**Supplied information**
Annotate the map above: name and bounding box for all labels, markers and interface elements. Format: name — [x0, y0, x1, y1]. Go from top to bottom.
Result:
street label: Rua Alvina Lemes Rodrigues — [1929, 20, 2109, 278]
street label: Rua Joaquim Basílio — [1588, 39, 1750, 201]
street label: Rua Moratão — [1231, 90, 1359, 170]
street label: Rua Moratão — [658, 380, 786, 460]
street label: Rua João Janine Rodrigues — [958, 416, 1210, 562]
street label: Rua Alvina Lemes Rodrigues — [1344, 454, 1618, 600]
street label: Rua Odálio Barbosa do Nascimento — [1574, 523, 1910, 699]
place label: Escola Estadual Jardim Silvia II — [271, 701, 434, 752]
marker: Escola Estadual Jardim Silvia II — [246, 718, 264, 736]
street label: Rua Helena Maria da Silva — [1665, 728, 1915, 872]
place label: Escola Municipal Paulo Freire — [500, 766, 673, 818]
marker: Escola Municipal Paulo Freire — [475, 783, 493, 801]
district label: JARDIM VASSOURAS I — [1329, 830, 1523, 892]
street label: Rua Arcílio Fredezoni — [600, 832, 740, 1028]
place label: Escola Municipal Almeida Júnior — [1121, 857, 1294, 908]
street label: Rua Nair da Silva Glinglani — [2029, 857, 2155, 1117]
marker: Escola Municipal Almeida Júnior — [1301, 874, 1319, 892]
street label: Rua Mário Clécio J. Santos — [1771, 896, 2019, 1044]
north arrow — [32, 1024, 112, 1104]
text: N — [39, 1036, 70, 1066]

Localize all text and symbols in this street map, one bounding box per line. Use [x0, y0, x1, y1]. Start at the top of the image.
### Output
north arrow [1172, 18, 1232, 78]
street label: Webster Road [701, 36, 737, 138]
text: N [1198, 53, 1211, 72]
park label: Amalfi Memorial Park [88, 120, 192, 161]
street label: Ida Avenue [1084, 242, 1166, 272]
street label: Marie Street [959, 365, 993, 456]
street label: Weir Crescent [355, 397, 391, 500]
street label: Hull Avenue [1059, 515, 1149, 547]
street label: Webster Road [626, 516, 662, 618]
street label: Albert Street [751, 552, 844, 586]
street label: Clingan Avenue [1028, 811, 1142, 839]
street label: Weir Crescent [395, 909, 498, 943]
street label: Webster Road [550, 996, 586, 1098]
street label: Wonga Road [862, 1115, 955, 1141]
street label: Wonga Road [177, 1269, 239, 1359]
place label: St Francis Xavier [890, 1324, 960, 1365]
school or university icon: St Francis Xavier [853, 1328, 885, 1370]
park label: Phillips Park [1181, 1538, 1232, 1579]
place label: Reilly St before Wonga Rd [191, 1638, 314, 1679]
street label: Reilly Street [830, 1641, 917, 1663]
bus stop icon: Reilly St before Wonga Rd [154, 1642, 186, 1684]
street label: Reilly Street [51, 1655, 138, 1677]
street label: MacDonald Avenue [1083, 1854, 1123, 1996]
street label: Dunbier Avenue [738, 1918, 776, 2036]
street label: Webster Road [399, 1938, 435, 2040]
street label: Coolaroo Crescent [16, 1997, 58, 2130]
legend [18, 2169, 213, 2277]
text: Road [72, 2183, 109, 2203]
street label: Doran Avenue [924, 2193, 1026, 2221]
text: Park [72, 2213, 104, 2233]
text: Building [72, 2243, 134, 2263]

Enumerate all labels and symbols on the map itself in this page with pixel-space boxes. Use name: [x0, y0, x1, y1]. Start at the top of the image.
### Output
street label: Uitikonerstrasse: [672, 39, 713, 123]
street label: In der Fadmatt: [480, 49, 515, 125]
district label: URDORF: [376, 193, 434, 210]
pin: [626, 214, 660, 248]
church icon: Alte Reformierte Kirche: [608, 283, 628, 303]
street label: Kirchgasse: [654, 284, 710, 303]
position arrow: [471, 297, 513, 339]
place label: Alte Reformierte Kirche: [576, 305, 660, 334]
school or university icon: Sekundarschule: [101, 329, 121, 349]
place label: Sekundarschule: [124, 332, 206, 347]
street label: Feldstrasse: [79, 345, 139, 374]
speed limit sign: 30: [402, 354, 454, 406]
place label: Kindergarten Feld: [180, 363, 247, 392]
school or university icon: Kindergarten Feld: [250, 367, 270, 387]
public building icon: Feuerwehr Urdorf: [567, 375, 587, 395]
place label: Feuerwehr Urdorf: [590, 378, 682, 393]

**Task to complete**
Scan the material above for the string "bounding" and report each line where you find it.

**Solution**
Annotate the map above: name and bounding box for all labels, markers and interface elements. Format: name — [x0, y0, x1, y1]. Go from top to bottom.
Localize all text and symbols in this street map, one bounding box per line. Use [x0, y0, x1, y1]. Start at the top of the image.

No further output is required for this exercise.